Wednesday, April 2, 2014

A Memorable April Fish


           

The snipe (gallinago gallinago)

          Yesterday was April Fool’s Day, and I managed to get by it unscathed though probably not unscathing, to judge from the facial expressions of some of my poor students in the “Evergreen Forum” course.  But the turn of the calendrical leaf did bring to my mind, as it does each year, my own most memorable exposure as an April fool or rather an April fish.   That is the term used in Spain, borrowed I think from the French.

            In 1959 in the vacation between Hilary and Trinity terms—the British equivalent of collegiate “spring break”—I hitchhiked with my good buddy Bob Pearce from northwestern France to central Spain and back.  Bob was a working-class lad from Merseyside.  At Oxford he was reading Modern Languages, specializing in French and Spanish.  Spanish, though at that time rarely studied in England was the only foreign tongue I had had the chance to study in high school, and I could sort of get by in it.  But only sort of, as this tale will demonstrate.  Bob was quite proficient, and of course his Spanish was the real Iberian thing with its effete-sounding lisps.  I don’t know what became of Bob or where he is now.  At the Jesus College gaudy I attended last year no one had word of him.  One of the many follies of youth is the carelessness through which even vibrant friendships can lapse.

            We had little money but lots of youthful bravado.  Franco’s Spain was primitive, exotic, mysterious.  If you know only the contemporary scene of tapas bars and bibulous Brits you can have no idea.  There were not too many roads and not too many vehicles driving on them.  Hitch-hiking was not illegal—it seemed to be the chief mode of transport for army recruits and even some of the policemen with the huge guns and sinister tricorn hats—but people willing to pick up obvious foreigners like us were not numerous.  We had wonderful adventures, but we spent more than one night ride-less, sleeping in the open fields, still pretty chilly in early spring.

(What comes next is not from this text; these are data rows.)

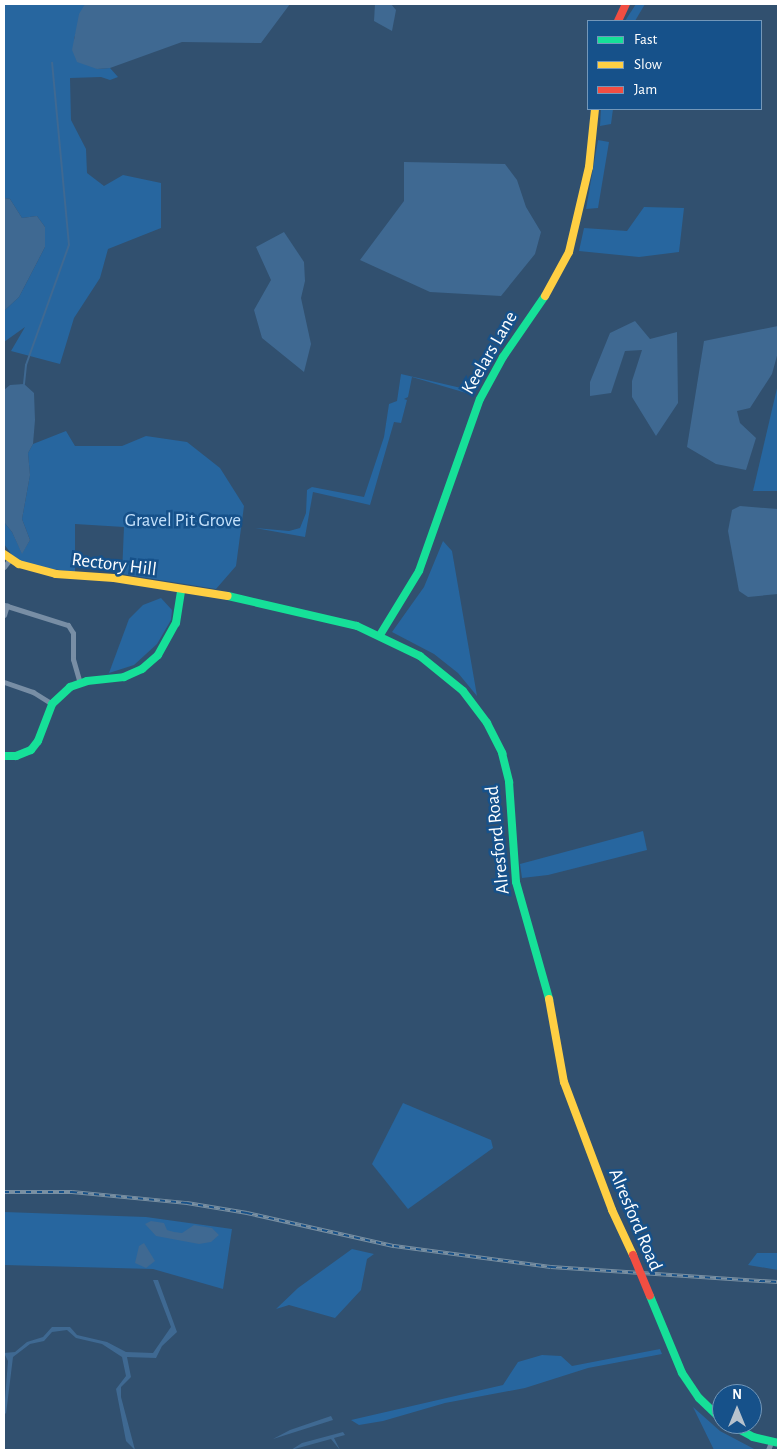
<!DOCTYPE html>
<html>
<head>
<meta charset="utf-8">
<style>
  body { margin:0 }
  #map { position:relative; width:782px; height:1454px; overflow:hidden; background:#31506f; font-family:"Alegreya Sans",sans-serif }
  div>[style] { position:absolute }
  .green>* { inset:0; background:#27669f }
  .water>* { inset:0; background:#3f6992 }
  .stream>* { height:2px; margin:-1px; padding:0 1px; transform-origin:1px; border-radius:1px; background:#3f6992 }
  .street>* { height:5px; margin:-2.5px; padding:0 2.5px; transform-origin:2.5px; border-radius:2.5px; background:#788ea5 }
  .fast>* { height:8px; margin:-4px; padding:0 4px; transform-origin:4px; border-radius:4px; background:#16e098 }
  .slow>* { height:8px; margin:-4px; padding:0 4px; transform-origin:4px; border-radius:4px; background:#ffcf43 }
  .jam>* { height:8px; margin:-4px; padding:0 4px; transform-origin:4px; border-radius:4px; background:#f24e42 }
  .rail>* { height:4px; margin-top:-2px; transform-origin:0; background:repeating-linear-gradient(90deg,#16518a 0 5.5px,#7990a3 0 11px); box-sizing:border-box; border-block:1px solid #7990a3 }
  .jam-bridge>* { height:8px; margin:-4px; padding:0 4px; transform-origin:4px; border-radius:4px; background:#f24e42 }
  span { translate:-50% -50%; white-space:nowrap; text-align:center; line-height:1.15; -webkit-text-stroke:5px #16518a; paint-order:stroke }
  .street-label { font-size:19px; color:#fff }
  .park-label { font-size:19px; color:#c4e1fb }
  .frame { position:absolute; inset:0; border:5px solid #fff; pointer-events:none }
  .legend { position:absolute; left:587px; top:20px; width:175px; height:90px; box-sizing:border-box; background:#16518a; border:1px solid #7397b9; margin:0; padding:6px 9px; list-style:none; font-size:15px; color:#fff }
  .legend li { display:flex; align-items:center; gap:10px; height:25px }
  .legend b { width:25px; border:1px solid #7397b9 }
  .north { position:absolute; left:712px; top:1384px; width:50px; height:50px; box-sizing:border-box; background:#16518a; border:1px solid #7397b9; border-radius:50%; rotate:0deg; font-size:14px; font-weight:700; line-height:20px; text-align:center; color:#fff }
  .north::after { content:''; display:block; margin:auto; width:18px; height:22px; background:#b7c2cd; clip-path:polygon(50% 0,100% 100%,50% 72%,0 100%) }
</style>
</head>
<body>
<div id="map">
  <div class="green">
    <div style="clip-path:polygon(4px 4px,85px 4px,74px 39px,97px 69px,110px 68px,118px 77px,110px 80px,101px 77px,70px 78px,71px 120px,86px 149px,87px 173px,104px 186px,123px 175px,161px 183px,161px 228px,108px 249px,100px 278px,74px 318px,60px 364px,11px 351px,25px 327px,4px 342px,4px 311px,19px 297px,45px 247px,45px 227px,37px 216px,22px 218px,10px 199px,4px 198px)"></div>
    <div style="clip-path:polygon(636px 4px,645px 4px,635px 21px,625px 21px)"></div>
    <div style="clip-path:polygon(601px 109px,613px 109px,611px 124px,600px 126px)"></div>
    <div style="clip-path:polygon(598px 140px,609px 142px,598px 208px,586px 209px)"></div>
    <div style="clip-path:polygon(644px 207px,684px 208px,679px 252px,639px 257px,579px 251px,584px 228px,627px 231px)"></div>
    <div style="clip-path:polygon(401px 374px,474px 391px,473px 395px,412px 377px,408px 397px,404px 399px,407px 400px,401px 423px,394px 422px,370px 505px,313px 492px,305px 537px,255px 528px,289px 531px,300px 528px,306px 513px,307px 490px,312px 487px,364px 497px,384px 437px,389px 404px,397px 401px)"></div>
    <div style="clip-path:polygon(778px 384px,778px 491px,753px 491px)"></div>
    <div style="clip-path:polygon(66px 431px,75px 446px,122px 446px,146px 436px,187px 442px,220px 468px,244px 506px,236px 566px,216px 589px,122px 574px,124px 527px,75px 524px,75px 572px,29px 566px,12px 555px,4px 544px,4px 522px,12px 532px,22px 553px,30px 540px,22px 519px,30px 475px,28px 453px,33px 444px)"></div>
    <div style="clip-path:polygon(443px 541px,452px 551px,477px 696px,458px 673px,434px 654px,392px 632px,424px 587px)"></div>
    <div style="clip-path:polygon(161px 598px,172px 610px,171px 620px,157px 644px,134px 665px,109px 673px,129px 619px,143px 605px)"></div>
    <div style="clip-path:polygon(643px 831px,647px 850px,548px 875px,522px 878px,520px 864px)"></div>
    <div style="clip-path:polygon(403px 1103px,491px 1140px,493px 1148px,408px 1209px,372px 1164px)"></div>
    <div style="clip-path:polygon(4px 1212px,146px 1217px,232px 1229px,223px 1289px,153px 1269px,4px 1265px)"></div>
    <div style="clip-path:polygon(352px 1249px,374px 1254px,367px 1259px,361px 1290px,335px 1318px,289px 1305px,276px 1309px,298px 1288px)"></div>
    <div style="clip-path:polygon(757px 1253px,778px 1253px,778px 1270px,748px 1265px)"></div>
    <div style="clip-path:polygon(660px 1349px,662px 1354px,588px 1368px,525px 1388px,445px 1403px,383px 1421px,359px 1425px,351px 1420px,503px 1385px,518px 1362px,542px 1355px,561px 1356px,572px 1366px)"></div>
    <div style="clip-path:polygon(693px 1407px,720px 1431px,756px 1450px,714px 1450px)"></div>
  </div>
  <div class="water">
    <div style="clip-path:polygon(85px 4px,290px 4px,261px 43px,182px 42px,110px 68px,97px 69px,77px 62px,72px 50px,79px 14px)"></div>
    <div style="clip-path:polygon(375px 4px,391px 4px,396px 10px,392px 31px,374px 21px)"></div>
    <div style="clip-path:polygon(404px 162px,505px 164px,517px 180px,526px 207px,541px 232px,535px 254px,501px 296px,430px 292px,360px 260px,404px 201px)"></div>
    <div style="clip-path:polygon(4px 198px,10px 199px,22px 218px,37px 216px,45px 227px,45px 247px,19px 297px,4px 311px)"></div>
    <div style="clip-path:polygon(284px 232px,304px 262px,305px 281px,301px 298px,311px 344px,304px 372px,262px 338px,254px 310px,271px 280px,256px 247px)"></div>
    <div style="clip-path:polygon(635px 321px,650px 339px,677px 332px,678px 403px,656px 436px,632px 397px,632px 381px,642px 350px,625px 351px,611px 393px,590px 396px,590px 382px,610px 333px)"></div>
    <div style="clip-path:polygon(778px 326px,778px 352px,772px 374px,750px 408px,737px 411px,740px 423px,756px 438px,746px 470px,716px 464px,687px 447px,704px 341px)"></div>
    <div style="clip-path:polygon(24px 384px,34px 393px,35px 420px,33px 444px,28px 453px,30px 475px,22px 519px,30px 540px,22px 554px,12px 532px,4px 522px,4px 390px,10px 385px)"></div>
    <div style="clip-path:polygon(740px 506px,778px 509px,778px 594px,748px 597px,739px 591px,728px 531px,732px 510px)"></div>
    <div style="clip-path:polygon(151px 1221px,164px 1223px,167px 1230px,174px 1232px,182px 1233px,194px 1225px,212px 1228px,219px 1235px,211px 1242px,199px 1244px,156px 1236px,145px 1224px)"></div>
    <div style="clip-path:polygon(144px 1243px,155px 1261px,146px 1268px,135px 1263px,139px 1246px)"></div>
    <div style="clip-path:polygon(153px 1280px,158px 1280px,177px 1332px,162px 1346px,156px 1358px,127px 1357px,131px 1377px,121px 1387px,121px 1397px,135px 1450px,126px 1441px,116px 1389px,126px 1376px,122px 1357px,102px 1344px,76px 1338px,67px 1330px,52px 1332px,44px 1341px,30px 1344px,13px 1357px,6px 1414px,4px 1412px,8px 1361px,4px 1353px,15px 1352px,27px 1342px,43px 1337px,52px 1327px,70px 1327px,77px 1335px,107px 1342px,126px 1352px,153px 1353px,171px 1327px)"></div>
    <div style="clip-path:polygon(331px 1416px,333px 1420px,273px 1439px,290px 1430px)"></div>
    <div style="clip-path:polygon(343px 1432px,345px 1435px,334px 1438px,340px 1450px,331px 1439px,291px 1450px,302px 1443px)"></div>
  </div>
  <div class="stream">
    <div style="left:24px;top:384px;width:19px;rotate:-84deg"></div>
    <div style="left:26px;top:365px;width:127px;rotate:-70.3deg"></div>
    <div style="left:69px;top:245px;width:183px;rotate:-95.3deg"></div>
  </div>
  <div class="street">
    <div style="left:4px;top:567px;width:10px;rotate:-53deg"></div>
    <div style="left:4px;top:605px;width:67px;rotate:17.4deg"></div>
    <div style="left:68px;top:625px;width:9px;rotate:58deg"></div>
    <div style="left:73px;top:633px;width:26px;rotate:90deg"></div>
    <div style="left:73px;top:659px;width:25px;rotate:74deg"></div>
    <div style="left:4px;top:615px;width:10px;rotate:-73deg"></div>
    <div style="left:4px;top:682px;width:31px;rotate:19deg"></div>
    <div style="left:33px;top:692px;width:22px;rotate:32deg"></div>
    <div style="left:768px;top:1450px;width:9px;rotate:-69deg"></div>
  </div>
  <div class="fast">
    <div style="left:228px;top:596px;width:132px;rotate:13.1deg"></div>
    <div style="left:357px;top:626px;width:70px;rotate:25.5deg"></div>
    <div style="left:420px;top:656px;width:55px;rotate:39.1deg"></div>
    <div style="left:463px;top:691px;width:40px;rotate:53deg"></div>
    <div style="left:487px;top:723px;width:34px;rotate:63deg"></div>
    <div style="left:502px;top:753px;width:30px;rotate:76deg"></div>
    <div style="left:509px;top:782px;width:100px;rotate:86deg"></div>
    <div style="left:516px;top:882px;width:122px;rotate:74.2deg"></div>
    <div style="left:380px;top:635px;width:75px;rotate:-58.6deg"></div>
    <div style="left:419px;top:571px;width:182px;rotate:-70.5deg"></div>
    <div style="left:480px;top:399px;width:48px;rotate:-61.3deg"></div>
    <div style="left:503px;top:357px;width:74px;rotate:-55.5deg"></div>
    <div style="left:4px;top:756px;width:12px"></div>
    <div style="left:16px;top:756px;width:16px;rotate:-22deg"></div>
    <div style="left:31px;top:750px;width:11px;rotate:-52deg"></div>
    <div style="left:38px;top:741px;width:40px;rotate:-69deg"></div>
    <div style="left:52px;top:704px;width:25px;rotate:-43deg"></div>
    <div style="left:70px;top:687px;width:18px;rotate:-19deg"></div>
    <div style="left:87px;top:681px;width:37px;rotate:-6deg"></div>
    <div style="left:124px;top:677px;width:20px;rotate:-24deg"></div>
    <div style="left:142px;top:669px;width:21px;rotate:-41deg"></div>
    <div style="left:158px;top:655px;width:37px;rotate:-61deg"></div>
    <div style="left:176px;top:623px;width:32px;rotate:-81deg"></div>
    <div style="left:650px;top:1296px;width:83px;rotate:67.4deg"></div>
    <div style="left:682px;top:1373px;width:30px;rotate:56deg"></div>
    <div style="left:699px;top:1398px;width:32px;rotate:44deg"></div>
    <div style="left:729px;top:1424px;width:27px;rotate:28deg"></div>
    <div style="left:753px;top:1437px;width:26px;rotate:13deg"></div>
  </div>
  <div class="slow">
    <div style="left:545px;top:296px;width:50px;rotate:-61.4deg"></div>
    <div style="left:569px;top:252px;width:87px;rotate:-76.8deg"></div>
    <div style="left:589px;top:167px;width:58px;rotate:-84.1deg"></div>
    <div style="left:4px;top:554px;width:18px;rotate:34deg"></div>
    <div style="left:19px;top:564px;width:38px;rotate:15deg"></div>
    <div style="left:56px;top:574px;width:58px;rotate:3.9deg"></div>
    <div style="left:114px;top:578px;width:115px;rotate:9deg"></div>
    <div style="left:549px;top:999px;width:84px;rotate:79.8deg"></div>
    <div style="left:564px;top:1082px;width:137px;rotate:69.4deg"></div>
    <div style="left:612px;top:1210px;width:50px;rotate:65deg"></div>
  </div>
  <div class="jam">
    <div style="left:618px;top:21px;width:19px;rotate:-65deg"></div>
  </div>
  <div class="rail">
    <div style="left:4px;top:1192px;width:68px"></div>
    <div style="left:72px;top:1192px;width:116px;rotate:5.5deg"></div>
    <div style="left:187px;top:1203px;width:61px;rotate:9.5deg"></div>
    <div style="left:247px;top:1213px;width:151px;rotate:12.7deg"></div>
    <div style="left:394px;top:1246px;width:158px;rotate:7.6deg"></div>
    <div style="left:551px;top:1267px;width:227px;rotate:3.8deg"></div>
  </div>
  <div class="jam-bridge">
    <div style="left:633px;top:1255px;width:44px;rotate:67.5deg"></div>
  </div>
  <div class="street-label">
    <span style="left:490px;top:353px;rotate:-60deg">Keelars Lane</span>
    <span style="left:114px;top:565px;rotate:7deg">Rectory Hill</span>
    <span style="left:498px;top:840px;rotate:-96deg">Alresford Road</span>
    <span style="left:635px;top:1220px;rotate:67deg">Alresford Road</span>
  </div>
  <div class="park-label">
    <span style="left:183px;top:521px">Gravel Pit Grove</span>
  </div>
  <div class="frame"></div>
  <ul class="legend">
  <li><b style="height:6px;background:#16e098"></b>Fast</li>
  <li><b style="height:6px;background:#ffcf43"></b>Slow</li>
  <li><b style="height:6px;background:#f24e42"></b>Jam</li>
  </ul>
  <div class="north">N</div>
</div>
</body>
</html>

            Somewhere in the boondocks of central Spain, between Avila and Madrid, we got picked up by a couple of busloads of fascist boy scouts.  I speak in the most literal and technical sense.  This was a battalion of young, uniformed, male outdoorsmen belonging to the youth group originating in the old Falangist political party.  They were returning from a visit to the Valle de los Caídos, Franco's oddly Stalinesque monument to the dead of the Civil War.  There were several adults with them, including a priest and two young seminarians.  This priest, probably in his forties, was a man of parts.  He had had a parish in Cuba, and claimed to have made a dramatic “escape” only weeks earlier.  I had no idea then what he could be “escaping” from.  To members of my demographic Fidel Castro was a heroic figure pure and simple, not a religious persecutor, but I knew when to keep my mouth shut.
Valle de los Caídos

            The clerical gents invited us to go with them to their bivouac or campgrounds to spend a night or two, and we readily agreed,  As the bus chugged along, spewing great puffs of black smoke, there was much talk of a hunting expedition, as the season had just opened with the new month of April.  Would los ingléses like to participate?  The object of the chase would be the prized gambosino, a word unknown in my small Castilian vocabulary, but defined for me as something like a large, semi-avian, and particularly succulent conejo (rabbit).  It sounded like great fun, but there was one hitch.  Although gambosino season had indeed opened that very day, the head-man (jefe) of the campgrounds was opposed to gambosino hunting on principle, so that our activities would have to be conducted furtively.

            After nightfall eight whispering conspirators, including Bob and me, set off into the semi-desert terrain carrying stout walking staves and a couple of gunny sacks.  We could barely see anything.  Whenever a vehicle’s lights flashed on a distant road we were ordered to hide and dove headlong into the prickly bushes.  There were numerous alleged sightings of the gambosino, though none by me; there was lots of rushing hither and yon, and hoarse, whispered exclamations.  I could hear the hunters clomping about, and the thumping of staves.

            Eventually two guys arrived proudly holding up their gunny sacks, which I could dimly perceive now contained some large objects of substantial weight.  “We got two of them,” said one of the seminarians in a whisper-shout.   He was practically transported with satisfaction.  Dos gambosinos!
The gambosino (cuniculus spurius)

            They handled the next part brilliantly.  We all marched back exultantly to the rustic campgrounds dining building, apparently no longer in fear of the jefe, who of course was non-existent.  A glass of wine was poured for everybody, including the thirteen-year-olds.  We drank a sip or two.  Then with considerable ceremony the two seminarians emptied their gunny sacks.  Out came two small trussed up bedrolls.  It had been a classic snipe-hunt, and we were classic April fools—or rather April fish, pescados de abril.  The room exploded in laughter, good-natured but raucous.  Poor English Bob was mortified.  But even then I didn’t quite get it.  What I thought I shouted out was “I want to see the rabbits”.  But in my confusion I muddled the word for rabbit (conejo).  What I said was “I want to see the *cojones.”  Then they really laughed.